## TASK PROMPT
Output every line from the beginning of the records through the line that contains "0 #c3bab3) drop-shadow(-2px", exactly as it appears.

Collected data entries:
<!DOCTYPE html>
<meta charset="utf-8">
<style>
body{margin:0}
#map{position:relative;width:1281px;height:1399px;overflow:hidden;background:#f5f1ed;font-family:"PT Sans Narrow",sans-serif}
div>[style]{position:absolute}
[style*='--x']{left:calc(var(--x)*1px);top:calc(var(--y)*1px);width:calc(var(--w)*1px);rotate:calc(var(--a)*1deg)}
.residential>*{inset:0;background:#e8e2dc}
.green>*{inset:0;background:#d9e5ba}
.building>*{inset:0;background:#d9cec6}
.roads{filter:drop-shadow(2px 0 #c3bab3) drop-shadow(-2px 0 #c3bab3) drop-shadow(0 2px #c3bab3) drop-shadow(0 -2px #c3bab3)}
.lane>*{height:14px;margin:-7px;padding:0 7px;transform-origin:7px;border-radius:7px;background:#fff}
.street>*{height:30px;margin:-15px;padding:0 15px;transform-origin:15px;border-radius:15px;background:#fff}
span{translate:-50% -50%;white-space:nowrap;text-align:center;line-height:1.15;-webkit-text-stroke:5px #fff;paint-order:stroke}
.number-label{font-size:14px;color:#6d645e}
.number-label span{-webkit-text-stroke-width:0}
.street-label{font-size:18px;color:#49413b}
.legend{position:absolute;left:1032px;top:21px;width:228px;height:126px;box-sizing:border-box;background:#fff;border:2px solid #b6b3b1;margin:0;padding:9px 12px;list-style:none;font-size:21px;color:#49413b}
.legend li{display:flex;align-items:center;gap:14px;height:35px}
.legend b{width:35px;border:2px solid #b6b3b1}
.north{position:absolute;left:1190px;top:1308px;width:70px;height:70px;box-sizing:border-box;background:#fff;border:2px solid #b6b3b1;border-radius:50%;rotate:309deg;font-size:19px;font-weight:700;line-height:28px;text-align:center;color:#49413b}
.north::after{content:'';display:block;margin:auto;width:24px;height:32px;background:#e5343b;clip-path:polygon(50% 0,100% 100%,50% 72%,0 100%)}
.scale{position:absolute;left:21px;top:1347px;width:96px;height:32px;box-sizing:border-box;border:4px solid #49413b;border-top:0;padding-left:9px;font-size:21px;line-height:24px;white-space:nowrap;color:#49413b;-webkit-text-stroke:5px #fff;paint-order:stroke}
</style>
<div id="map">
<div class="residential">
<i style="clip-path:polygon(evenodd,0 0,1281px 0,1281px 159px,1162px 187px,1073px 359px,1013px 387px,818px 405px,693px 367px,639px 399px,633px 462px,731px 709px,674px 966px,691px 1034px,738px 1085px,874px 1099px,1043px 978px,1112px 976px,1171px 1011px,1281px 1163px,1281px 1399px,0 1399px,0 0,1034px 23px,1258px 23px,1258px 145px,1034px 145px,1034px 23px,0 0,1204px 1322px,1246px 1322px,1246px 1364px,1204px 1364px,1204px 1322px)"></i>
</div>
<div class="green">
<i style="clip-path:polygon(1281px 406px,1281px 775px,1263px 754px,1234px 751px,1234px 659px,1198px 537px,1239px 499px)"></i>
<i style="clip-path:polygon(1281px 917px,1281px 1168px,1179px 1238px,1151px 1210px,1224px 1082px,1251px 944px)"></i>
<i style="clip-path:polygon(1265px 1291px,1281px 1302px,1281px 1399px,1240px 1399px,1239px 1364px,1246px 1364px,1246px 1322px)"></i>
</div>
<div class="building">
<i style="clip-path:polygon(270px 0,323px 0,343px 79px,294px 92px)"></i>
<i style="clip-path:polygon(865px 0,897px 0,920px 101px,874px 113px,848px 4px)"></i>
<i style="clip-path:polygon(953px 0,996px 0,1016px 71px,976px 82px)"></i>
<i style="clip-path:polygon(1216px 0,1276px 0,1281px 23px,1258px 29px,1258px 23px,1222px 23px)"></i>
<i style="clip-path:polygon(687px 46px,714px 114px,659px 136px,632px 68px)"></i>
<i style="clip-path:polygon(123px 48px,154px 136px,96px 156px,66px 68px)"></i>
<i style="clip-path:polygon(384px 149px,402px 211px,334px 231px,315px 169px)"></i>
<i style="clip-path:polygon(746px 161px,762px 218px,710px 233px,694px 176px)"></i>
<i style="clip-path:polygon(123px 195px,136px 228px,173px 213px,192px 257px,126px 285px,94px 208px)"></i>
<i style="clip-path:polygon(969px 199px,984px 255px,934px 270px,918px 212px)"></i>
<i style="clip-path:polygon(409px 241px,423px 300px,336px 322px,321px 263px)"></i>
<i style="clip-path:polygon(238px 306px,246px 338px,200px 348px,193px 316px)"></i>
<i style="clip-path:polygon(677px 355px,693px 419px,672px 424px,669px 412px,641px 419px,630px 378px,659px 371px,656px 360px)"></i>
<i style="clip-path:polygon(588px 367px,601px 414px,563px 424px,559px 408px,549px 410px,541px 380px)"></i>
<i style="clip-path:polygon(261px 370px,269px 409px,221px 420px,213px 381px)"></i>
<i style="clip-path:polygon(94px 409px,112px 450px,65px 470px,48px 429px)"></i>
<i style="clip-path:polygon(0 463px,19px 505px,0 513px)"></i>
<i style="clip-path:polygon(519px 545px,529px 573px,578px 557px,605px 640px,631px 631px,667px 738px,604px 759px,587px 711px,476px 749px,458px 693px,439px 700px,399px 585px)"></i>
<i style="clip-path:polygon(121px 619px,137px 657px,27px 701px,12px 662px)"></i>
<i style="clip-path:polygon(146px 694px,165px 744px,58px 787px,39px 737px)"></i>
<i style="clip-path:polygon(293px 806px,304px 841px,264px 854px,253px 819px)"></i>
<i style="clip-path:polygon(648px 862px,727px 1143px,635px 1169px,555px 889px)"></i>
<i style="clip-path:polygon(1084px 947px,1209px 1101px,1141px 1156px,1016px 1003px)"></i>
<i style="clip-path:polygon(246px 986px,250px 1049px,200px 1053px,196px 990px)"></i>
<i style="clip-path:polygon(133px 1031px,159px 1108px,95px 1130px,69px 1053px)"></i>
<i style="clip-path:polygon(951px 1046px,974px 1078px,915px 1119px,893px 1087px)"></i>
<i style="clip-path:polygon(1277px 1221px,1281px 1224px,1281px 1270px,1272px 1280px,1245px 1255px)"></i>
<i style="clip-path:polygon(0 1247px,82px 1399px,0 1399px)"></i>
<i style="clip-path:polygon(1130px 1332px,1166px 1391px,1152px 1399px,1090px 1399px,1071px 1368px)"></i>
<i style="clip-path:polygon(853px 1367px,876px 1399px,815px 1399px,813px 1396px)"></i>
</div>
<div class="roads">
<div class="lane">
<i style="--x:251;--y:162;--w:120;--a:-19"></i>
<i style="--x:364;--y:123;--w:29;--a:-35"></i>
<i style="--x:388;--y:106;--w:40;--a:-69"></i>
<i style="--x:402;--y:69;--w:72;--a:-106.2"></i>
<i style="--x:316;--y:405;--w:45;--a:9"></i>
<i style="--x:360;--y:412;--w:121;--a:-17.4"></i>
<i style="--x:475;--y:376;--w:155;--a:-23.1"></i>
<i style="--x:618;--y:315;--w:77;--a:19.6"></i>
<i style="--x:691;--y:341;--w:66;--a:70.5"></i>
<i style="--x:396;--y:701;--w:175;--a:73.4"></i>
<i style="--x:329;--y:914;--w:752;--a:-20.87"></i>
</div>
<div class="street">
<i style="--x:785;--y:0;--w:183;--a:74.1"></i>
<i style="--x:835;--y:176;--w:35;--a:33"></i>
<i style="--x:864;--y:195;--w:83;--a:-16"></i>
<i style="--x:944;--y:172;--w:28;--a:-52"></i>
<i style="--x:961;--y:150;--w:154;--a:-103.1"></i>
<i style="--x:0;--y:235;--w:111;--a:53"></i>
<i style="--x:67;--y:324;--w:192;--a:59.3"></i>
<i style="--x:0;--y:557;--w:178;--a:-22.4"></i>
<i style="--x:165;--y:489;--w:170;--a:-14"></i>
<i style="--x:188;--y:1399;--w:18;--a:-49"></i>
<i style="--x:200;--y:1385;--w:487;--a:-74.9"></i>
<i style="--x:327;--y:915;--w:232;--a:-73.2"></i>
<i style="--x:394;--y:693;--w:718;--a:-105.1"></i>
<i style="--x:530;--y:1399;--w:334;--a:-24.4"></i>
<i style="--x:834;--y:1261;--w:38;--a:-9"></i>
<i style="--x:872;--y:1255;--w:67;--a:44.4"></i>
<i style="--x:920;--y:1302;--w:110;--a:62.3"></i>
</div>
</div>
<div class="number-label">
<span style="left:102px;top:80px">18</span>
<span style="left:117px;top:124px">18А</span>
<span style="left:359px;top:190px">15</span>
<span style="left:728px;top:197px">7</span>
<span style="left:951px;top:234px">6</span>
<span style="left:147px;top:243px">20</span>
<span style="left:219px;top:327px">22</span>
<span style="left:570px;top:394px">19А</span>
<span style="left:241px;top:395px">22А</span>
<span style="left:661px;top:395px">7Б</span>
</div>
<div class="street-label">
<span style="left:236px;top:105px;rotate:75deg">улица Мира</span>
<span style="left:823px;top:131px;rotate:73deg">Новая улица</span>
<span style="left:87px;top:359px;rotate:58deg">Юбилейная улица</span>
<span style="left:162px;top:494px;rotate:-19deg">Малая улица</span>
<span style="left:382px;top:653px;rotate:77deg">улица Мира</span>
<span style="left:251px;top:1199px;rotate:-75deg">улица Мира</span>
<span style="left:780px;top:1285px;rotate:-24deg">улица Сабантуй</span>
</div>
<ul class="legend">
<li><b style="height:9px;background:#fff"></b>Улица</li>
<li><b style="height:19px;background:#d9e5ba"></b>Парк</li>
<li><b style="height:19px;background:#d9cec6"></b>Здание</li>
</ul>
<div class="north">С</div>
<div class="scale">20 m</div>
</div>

## PROBLEM SOLUTION
<!DOCTYPE html>
<meta charset="utf-8">
<style>
body{margin:0}
#map{position:relative;width:1281px;height:1399px;overflow:hidden;background:#f5f1ed;font-family:"PT Sans Narrow",sans-serif}
div>[style]{position:absolute}
[style*='--x']{left:calc(var(--x)*1px);top:calc(var(--y)*1px);width:calc(var(--w)*1px);rotate:calc(var(--a)*1deg)}
.residential>*{inset:0;background:#e8e2dc}
.green>*{inset:0;background:#d9e5ba}
.building>*{inset:0;background:#d9cec6}
.roads{filter:drop-shadow(2px 0 #c3bab3) drop-shadow(-2px 0 #c3bab3) drop-shadow(0 2px #c3bab3) drop-shadow(0 -2px #c3bab3)}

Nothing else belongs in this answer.